Il 13 gennaio inaugurata la mostra fotografica a Palazzo Opesso, Chieri
E' stata inaugurata il 13 gennaio alle ore 17.00 a Palazzo Opesso, in via San Giorgio 3 a Chieri, la mostra “1D\700Y - Un giorno, 700 anni” un viaggio fotografico nel quotidiano della Residenza Giovanni XXIII di Chieri. Il progetto, a cura della Cooperativa Animazione Valdocco, è patrocinato dalla Città di Chieri, Città Metropolitana di Torino e Casa di Riposo Giovanni XXIII di Chieri.
La mostra a cura di Beppe Quaglia, racchiude 33 immagini, catturate da Agnese Samà all’interno della Residenza, che si presentano come una mappa visiva di gesti e persone raccontate insieme agli spazi di vita della loro casa. I 700 anni di storia sono invece richiamati dal più antico tra i documenti conservati nell’archivio storico della città di Chieri, che risale al 1316 e attesta la funzione dell’allora Ospizio di Carità, volta all’aiuto ai bisognosi già sette secoli fa.
La mostra è visitabile a Palazzo Opesso dal 13 al 29 gennaio 2017, dal lunedì a venerdì nella fascia oraria dalle 16:00 alle 19:00 mentre il sabato e la domenica dalle 10:30 alle 12:30 e dalle 16:00 alle 19:00.

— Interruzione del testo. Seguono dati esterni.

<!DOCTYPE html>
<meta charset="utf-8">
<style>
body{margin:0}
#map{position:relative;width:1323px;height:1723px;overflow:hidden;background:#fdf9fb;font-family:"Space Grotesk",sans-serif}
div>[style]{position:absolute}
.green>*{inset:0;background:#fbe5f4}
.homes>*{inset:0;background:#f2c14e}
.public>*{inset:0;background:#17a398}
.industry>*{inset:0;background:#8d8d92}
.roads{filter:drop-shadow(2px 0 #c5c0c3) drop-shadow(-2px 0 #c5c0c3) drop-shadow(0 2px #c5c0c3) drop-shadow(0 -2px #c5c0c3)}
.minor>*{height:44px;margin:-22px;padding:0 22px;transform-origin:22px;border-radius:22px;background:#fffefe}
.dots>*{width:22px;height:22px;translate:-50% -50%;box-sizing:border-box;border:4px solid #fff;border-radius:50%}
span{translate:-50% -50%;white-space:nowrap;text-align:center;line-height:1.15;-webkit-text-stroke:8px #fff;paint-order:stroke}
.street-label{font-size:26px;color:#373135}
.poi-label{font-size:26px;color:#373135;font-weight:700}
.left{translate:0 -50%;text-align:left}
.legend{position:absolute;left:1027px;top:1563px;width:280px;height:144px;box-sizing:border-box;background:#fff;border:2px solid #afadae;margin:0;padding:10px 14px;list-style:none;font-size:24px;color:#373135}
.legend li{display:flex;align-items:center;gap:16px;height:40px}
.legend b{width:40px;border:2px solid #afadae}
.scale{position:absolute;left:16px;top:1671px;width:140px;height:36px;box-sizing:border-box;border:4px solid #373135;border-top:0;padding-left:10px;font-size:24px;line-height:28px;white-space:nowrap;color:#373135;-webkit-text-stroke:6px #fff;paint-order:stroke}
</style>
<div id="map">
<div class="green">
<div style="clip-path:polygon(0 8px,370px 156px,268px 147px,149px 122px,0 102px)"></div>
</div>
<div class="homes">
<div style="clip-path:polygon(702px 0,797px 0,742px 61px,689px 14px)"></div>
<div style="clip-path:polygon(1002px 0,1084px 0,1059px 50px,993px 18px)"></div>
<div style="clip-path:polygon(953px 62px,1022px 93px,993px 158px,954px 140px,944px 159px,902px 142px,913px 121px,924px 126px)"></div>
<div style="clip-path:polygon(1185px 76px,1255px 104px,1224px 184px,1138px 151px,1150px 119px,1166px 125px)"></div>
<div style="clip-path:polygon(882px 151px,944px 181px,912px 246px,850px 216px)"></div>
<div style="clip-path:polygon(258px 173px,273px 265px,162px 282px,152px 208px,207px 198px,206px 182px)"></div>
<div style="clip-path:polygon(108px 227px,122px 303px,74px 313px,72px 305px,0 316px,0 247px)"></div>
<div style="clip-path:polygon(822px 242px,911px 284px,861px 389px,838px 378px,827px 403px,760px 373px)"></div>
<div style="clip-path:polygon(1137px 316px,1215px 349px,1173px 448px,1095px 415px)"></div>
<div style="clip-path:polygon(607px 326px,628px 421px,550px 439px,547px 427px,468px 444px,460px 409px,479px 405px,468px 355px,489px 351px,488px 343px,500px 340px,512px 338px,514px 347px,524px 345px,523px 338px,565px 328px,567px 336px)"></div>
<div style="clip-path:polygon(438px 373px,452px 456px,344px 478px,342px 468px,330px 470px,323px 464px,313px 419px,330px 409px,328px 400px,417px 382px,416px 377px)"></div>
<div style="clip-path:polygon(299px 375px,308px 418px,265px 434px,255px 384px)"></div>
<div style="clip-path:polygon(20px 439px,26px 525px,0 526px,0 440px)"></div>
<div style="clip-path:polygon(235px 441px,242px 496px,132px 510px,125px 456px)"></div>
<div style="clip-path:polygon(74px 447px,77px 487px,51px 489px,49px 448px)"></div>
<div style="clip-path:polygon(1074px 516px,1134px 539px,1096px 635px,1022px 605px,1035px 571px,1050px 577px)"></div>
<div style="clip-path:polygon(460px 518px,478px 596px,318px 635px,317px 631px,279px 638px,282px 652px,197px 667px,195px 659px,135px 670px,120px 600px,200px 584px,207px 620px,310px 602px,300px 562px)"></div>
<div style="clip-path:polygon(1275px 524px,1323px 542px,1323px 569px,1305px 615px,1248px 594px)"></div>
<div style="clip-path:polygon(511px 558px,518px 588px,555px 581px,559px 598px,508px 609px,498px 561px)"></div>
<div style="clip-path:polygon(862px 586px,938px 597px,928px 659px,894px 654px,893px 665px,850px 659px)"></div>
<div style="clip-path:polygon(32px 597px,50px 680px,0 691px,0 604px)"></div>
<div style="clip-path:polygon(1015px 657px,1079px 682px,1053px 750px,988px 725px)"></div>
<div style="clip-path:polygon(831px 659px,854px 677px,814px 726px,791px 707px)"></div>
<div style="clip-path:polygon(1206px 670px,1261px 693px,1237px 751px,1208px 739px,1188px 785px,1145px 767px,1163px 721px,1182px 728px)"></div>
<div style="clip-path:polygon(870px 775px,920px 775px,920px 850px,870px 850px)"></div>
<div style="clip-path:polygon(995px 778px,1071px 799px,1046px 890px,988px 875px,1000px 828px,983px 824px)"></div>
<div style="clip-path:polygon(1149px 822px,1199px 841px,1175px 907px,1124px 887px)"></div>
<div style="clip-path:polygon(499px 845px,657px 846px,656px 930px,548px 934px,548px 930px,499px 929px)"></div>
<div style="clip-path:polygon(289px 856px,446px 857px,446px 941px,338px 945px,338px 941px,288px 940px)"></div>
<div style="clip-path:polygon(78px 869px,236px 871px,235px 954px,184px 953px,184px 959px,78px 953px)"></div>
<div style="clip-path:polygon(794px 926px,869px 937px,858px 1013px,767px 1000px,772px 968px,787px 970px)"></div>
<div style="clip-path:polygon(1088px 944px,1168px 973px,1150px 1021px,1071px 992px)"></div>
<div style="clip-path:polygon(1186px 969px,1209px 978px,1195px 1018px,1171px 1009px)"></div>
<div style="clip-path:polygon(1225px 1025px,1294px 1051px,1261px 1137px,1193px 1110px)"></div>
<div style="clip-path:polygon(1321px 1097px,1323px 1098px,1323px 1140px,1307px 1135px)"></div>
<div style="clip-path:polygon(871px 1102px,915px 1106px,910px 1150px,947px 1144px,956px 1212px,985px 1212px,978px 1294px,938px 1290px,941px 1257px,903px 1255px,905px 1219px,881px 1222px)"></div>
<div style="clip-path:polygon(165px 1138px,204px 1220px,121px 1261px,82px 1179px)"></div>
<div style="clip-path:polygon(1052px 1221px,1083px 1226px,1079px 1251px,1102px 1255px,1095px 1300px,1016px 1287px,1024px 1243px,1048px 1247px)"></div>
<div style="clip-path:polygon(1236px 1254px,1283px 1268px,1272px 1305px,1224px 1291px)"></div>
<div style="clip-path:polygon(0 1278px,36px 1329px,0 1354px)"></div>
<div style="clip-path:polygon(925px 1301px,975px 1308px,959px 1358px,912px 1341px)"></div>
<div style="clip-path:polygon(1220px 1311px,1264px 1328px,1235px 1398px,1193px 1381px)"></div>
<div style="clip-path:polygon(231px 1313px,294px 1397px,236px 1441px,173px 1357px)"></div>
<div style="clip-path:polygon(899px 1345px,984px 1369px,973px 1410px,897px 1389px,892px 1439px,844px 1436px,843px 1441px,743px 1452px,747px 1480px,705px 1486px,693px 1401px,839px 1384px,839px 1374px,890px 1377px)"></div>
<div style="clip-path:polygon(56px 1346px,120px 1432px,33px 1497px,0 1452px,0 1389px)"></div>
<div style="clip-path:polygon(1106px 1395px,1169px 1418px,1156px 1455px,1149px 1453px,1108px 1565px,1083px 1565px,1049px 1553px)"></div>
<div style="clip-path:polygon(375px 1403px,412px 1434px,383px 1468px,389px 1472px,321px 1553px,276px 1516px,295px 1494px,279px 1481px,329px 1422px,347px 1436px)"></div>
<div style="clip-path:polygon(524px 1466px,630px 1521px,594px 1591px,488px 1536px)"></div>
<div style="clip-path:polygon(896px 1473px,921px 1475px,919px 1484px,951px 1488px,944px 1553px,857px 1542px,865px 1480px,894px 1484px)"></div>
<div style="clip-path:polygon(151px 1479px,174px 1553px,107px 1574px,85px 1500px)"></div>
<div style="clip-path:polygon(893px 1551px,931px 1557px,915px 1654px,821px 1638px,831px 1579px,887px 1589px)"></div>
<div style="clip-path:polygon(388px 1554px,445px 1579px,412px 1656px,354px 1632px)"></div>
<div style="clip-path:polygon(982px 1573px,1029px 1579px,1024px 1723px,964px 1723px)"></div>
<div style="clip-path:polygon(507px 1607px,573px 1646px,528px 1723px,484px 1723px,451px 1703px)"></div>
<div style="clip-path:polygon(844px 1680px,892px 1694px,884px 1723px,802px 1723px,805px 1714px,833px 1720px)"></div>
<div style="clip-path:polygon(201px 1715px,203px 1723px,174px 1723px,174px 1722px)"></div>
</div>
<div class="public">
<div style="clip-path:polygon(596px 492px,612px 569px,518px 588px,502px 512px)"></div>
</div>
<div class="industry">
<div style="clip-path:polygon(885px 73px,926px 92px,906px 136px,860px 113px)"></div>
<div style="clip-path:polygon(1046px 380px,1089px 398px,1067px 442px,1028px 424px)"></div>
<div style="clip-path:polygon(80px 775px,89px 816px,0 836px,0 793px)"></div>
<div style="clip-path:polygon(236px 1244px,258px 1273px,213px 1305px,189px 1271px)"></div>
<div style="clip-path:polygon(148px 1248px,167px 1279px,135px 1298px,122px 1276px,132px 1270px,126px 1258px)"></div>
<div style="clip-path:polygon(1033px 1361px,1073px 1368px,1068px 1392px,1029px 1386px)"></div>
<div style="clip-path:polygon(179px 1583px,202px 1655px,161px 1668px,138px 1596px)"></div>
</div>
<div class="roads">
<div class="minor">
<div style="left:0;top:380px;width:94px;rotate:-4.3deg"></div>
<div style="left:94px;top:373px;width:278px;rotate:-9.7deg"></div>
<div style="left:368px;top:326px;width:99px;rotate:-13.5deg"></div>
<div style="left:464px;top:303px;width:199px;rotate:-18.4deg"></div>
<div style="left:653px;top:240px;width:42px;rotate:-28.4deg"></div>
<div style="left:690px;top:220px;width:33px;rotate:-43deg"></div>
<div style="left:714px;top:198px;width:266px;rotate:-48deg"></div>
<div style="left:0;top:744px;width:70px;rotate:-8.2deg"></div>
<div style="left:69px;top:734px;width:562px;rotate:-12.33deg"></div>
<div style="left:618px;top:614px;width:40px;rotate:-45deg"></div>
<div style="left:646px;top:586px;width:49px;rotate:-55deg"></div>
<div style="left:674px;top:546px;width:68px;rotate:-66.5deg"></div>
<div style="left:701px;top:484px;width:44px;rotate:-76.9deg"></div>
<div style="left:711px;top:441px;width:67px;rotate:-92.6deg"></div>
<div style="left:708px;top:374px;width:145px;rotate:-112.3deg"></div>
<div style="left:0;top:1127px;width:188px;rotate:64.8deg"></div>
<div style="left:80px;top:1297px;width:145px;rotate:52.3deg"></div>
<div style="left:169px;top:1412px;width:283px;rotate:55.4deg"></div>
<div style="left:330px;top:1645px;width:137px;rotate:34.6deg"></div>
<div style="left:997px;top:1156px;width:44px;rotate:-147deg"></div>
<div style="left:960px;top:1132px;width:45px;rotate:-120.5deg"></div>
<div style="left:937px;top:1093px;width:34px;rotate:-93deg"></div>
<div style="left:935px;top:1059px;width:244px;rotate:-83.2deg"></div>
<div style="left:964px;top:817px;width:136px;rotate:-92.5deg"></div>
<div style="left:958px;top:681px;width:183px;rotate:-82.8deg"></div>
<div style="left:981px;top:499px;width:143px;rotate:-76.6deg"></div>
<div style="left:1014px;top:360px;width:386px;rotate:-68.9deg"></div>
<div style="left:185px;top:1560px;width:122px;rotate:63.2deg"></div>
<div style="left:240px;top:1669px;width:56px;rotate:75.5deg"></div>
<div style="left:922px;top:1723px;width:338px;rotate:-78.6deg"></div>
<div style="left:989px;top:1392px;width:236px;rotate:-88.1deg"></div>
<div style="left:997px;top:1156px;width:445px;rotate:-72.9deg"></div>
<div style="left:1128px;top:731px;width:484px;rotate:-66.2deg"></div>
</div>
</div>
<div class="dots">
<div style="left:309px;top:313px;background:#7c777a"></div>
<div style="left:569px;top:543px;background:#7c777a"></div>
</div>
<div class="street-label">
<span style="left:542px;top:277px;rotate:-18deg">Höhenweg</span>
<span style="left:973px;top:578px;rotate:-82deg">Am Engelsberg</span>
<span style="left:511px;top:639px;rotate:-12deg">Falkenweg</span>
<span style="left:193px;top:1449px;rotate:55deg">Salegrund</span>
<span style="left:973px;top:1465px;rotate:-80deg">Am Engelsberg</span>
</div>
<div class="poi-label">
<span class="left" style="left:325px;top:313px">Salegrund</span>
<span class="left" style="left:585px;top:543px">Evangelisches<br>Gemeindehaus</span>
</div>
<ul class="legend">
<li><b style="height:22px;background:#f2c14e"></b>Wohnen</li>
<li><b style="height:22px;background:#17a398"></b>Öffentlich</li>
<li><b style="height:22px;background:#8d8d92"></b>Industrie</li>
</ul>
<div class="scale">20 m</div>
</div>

Agnese Samà, Laureata in Architettura presso La Sapienza Università di Roma, dal 2014 è fotografa ufficiale dell’Associazione Interazione Urbane e dal 2016 collabora con il Centro Sperimentale di Fotografia Adams di Roma. A propostito della mostra ha dichiarato «Un lavoro fotografico iniziato come tanti lavori fotografici, in cui il fotografo non ha una sua idea, un’idea precisa, un risultato definito relativo a ciò che andrà a fotografare. C’è un committente che (e lo ribadisce con veemenza) lascia carta bianca su come raccontare la vita all’interno di una casa di riposo: tutto questo può trasformarsi in una catastrofica disfatta professionale.
Ma dopo circa una settimana di lavoro, e di vita, al Giovanni XXIII mi rendo conto che la disfatta avrebbe dovuto aspettare.
All’inizio le giornate sembrano trascorrere senza che nulla accada, una quotidianità fatta di persone che si svegliano, si vestono, fanno colazione, poi chi di loro sceglie di passare la mattinata giocando a carte, chi di guardare la televisione, chi di non fare niente - ma anche quello è un fare qualcosa! Poi l’attesa del pranzo, il pranzo, il pomeriggio e l’attesa della cena, la cena; e finalmente l’ora di andare a dormire.
Ogni giornata pare scivolare via come tutte le altre.
Ma c’è qualcosa che sta sfuggendo al mio sguardo. Sto entrando dalla porta sbagliata, quella che fa vedere le cose tutte uguali, che dà un senso di piattezza e ripetitività a ciò che sta intorno. Poi arriva l’attimo in cui sono risucchiata a scattare compulsivamente; scatto senza interrompermi 30 fotografie, attratta da una mano che abbottona il gilet fino all’ultimo bottone: l’inizio della giornata del signor Michele.
Attraverso questa ripetizione di un gesto, la quotidianità lascia emergere una serie di rituali, nei quali posso perdermi con lo sguardo, e scopro la bellezza di certi dettagli.
Questa è una porticina per entrare. Entrare dove il quotidiano diventa straordinario se l’occhio arriva un po’ estraneo (straniero) e si lascia catturare da ciò che crede di aver già visto: il gesto è ogni volta nuovo se uno sguardo mantiene la libertà nel raccontarlo.
È ciò che spero possa arrivare a voi attraverso queste foto.»